Fadi had been more than a burden; he had been a component of their collective anatomy. In the crucible of the circle, a pathologically tight bond had formed—the kind of intimacy that is only fully comprehended once it has been severed. No eulogies were spoken. The silence performed the ritual.

When they returned to the concrete, the consensus was already formed—cold, surgical, and absolute.

Adam had to go. Either he would leave the perimeter, or he would be bound and left to desiccate under the noon sun.

He didn't argue. He didn't petition for mercy. He simply took a step back. Then another. Until he crossed the invisible threshold and exited the circle. He did not know if his exile was a formal death sentence or a microscopic chance at survival. But waiting within the lines for a deferred end felt worse. All trajectories were terminal; he chose the swiftest.

When the rotation shifted, Elias ventured out alone. He walked toward the forest's heart, the shadows of the canopy reaching out like skeletal fingers. He wasn't certain what he was scavenging for. Sustenance? A signal? A reason to continue the charade?

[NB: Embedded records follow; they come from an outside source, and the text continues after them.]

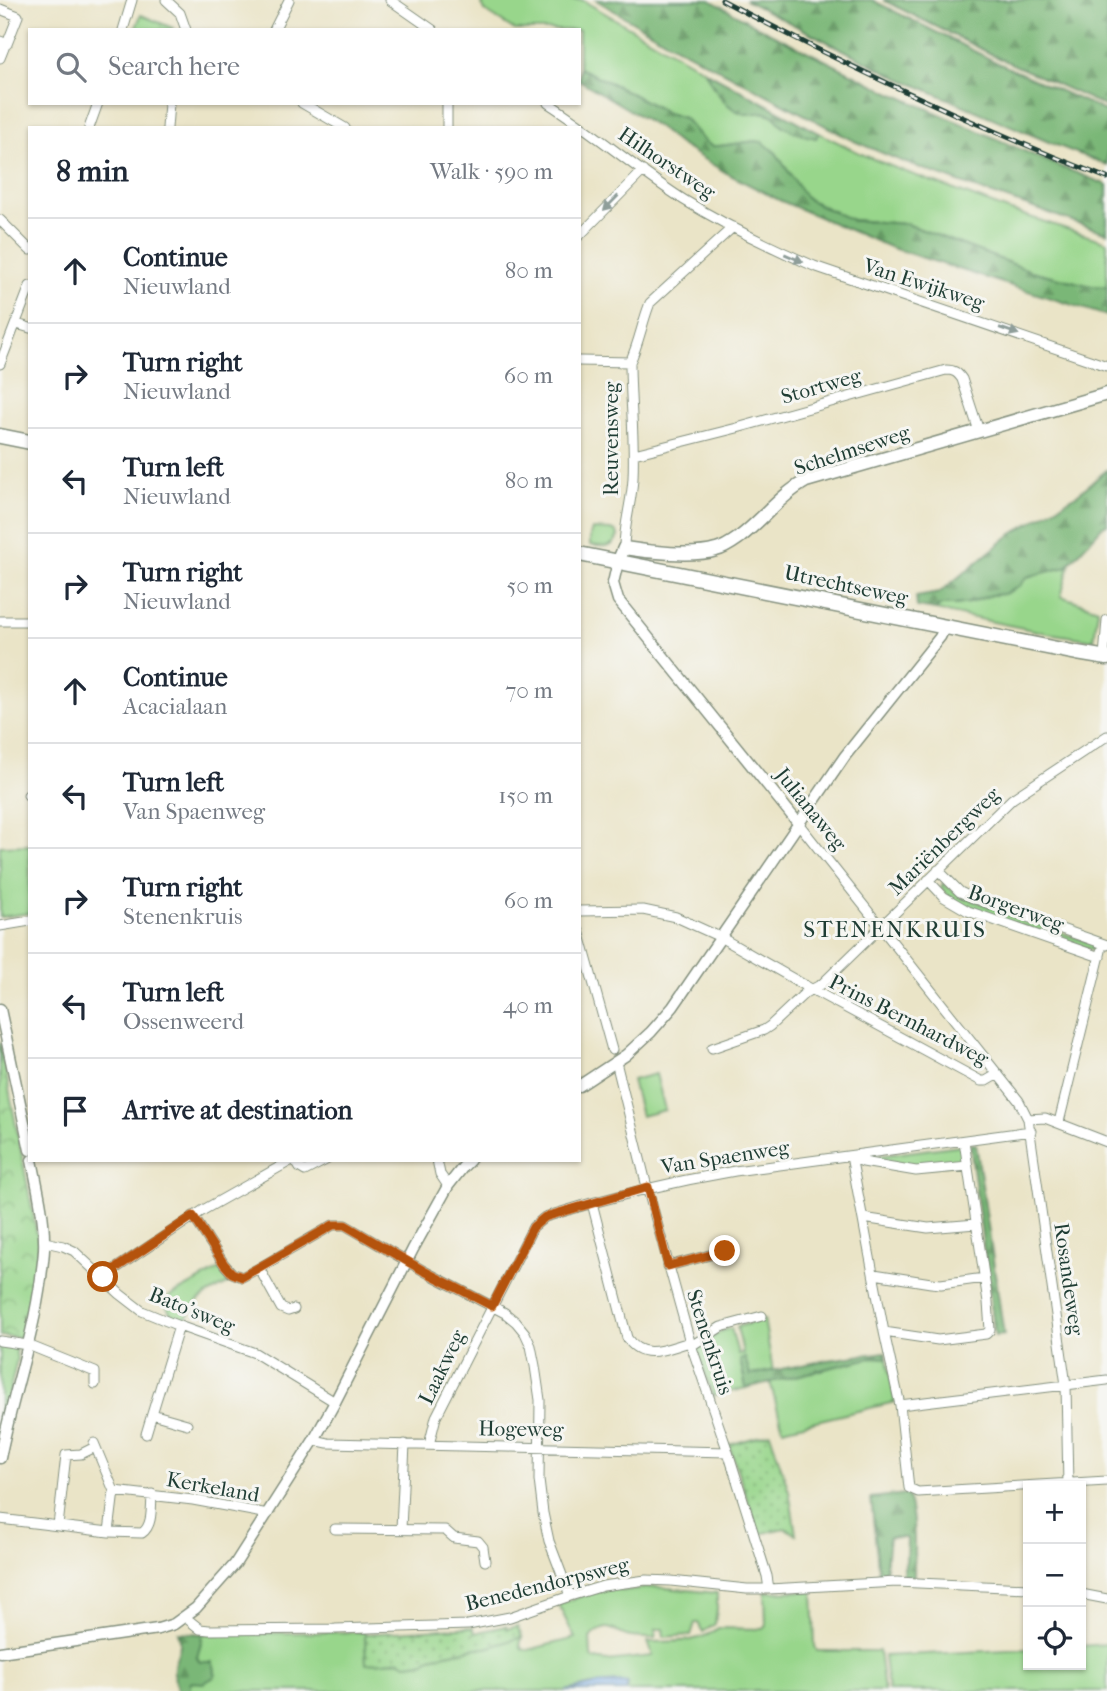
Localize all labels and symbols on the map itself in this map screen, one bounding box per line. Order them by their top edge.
street label: Hilhorstweg [614,122,721,205]
one-way arrow [603,194,619,211]
one-way arrow [784,252,805,263]
street label: Van Ewijkweg [859,253,988,315]
one-way arrow [999,326,1020,337]
street label: Stortweg [778,363,865,409]
street label: Reuvensweg [599,381,623,496]
street label: Schelmseweg [791,420,914,480]
street label: Utrechtseweg [782,560,911,610]
street label: Julianaweg [769,761,852,856]
street label: Mariënbergweg [883,781,1005,900]
street label: Borgerweg [965,880,1068,937]
district label: STENENKRUIS [803,916,987,943]
street label: Prins Bernhardweg [825,969,993,1071]
street label: Van Spaenweg [658,1135,792,1179]
street label: Rosandeweg [1049,1221,1089,1338]
route end [709,1235,740,1266]
route start [87,1261,118,1292]
street label: Bato'sweg [146,1282,239,1338]
street label: Stenenkruis [682,1286,738,1398]
street label: Laakweg [414,1325,471,1408]
street label: Hogeweg [478,1416,565,1442]
street label: Kerkeland [165,1467,262,1507]
street label: Benedendorpsweg [463,1552,632,1616]

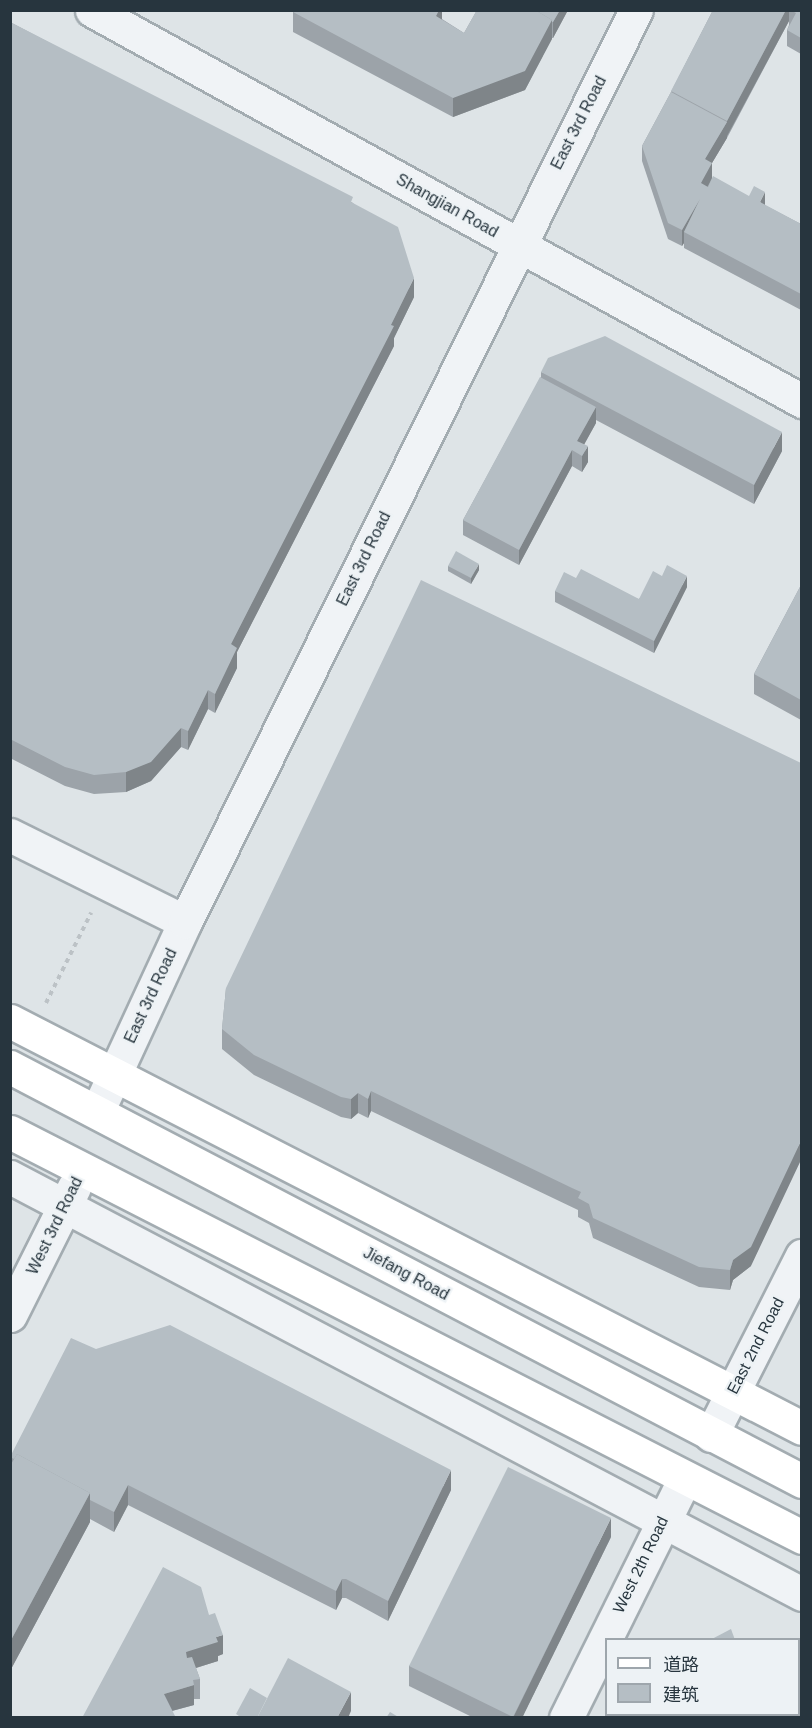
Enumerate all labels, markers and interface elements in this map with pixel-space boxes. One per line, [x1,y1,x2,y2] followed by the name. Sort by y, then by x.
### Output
[547,73,611,173] street label: East 3rd Road
[393,170,501,242] street label: Shangjian Road
[333,509,395,609] street label: East 3rd Road
[121,946,181,1046] street label: East 3rd Road
[23,1174,87,1278] street label: West 3rd Road
[360,1243,452,1305] street label: Jiefang Road
[723,1294,789,1398] street label: East 2nd Road
[609,1513,673,1617] street label: West 2th Road
[605,1638,800,1716] legend
[663,1655,699,1675] text: 道路
[663,1685,699,1705] text: 建筑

Movement had become his only remaining necessity.

Then, the sound returned.

"Father."

The blood turned to slush in his veins. He turned with agonizing slowness.

There she was. A young girl, standing perfectly still amidst the rot. She watched him with a steady, crystalline gaze that was entirely devoid of childhood's typical fragility. It was a look of ancient, terrifying recognition.

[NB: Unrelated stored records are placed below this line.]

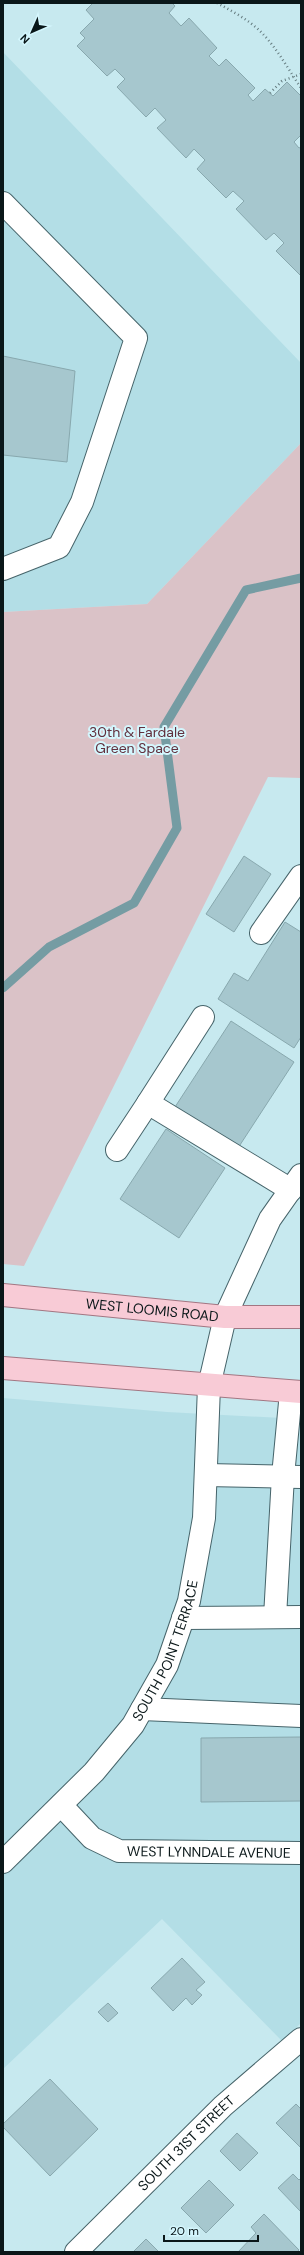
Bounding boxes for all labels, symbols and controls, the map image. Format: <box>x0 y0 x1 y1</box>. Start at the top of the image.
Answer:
north arrow <box>12 12 52 52</box>
text: N <box>17 31 33 47</box>
park label: 30th & Fardale Green Space <box>89 723 185 757</box>
street label: WEST LOOMIS ROAD <box>85 1294 220 1325</box>
street label: SOUTH POINT TERRACE <box>128 1578 202 1724</box>
street label: WEST LYNNDALE AVENUE <box>127 1842 291 1862</box>
street label: SOUTH 31ST STREET <box>134 2091 238 2195</box>
scale bar <box>164 2217 258 2243</box>
text: 20 m <box>170 2223 199 2239</box>

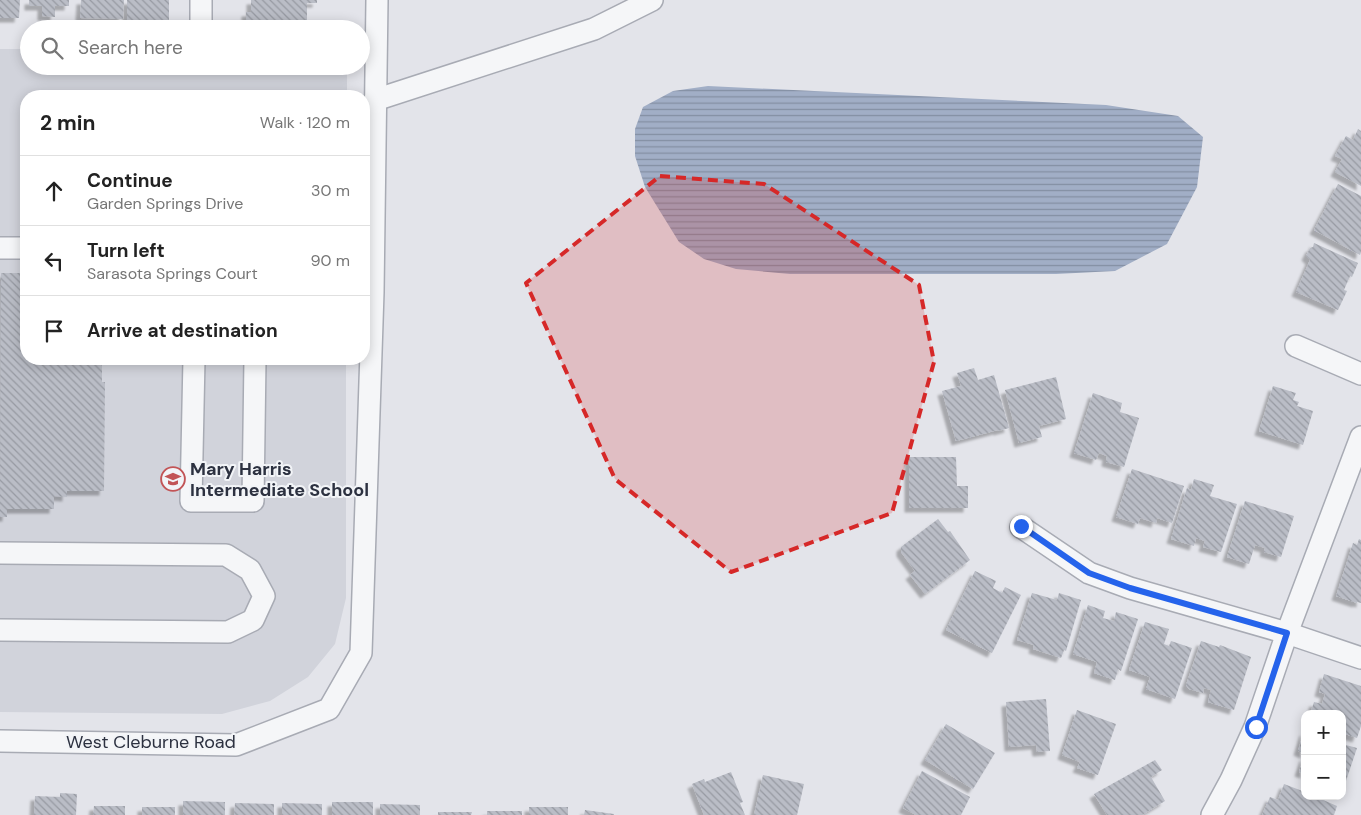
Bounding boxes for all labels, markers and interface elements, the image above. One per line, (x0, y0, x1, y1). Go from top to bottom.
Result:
search box (20, 20, 370, 75)
icon: search (38, 34, 66, 62)
text: Search here (78, 35, 183, 60)
text: 2 min (40, 109, 96, 137)
text: Walk · 120 m (260, 112, 350, 133)
text: Continue (87, 168, 173, 193)
icon: ahead (40, 177, 68, 205)
text: 30 m (311, 180, 350, 201)
text: Garden Springs Drive (87, 193, 243, 214)
text: Turn left (87, 238, 165, 263)
icon: left (40, 247, 68, 275)
text: 90 m (310, 250, 350, 271)
text: Sarasota Springs Court (87, 263, 258, 284)
icon: arrive (40, 317, 68, 345)
text: Arrive at destination (87, 318, 278, 343)
place label: Mary Harris Intermediate School (190, 457, 369, 502)
school or university icon: Mary Harris Intermediate School (160, 466, 186, 492)
route end (1010, 515, 1033, 538)
map controls (1301, 710, 1346, 800)
button: + (1301, 710, 1346, 755)
route start (1245, 716, 1268, 739)
street label: West Cleburne Road (66, 730, 236, 754)
button: − (1301, 755, 1346, 800)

Elias collapsed, his knees striking the dirt as his mind recoiled from the visual data. He scrambled up, fueled by a surge of pure, primal adrenaline, and ran. He ran without looking back, fleeing toward the circle as if he were trying to outrun his own shadow.

He collapsed inside the perimeter, his body immediately succumbing to a violent, incinerating fever. His temperature spiked until his skin felt like parchment on a hearth—as if his biology were trying to purge a contagion that had entered deeper than any physical virus.

And for the first time, they understood: the threat was no longer merely outside the circle.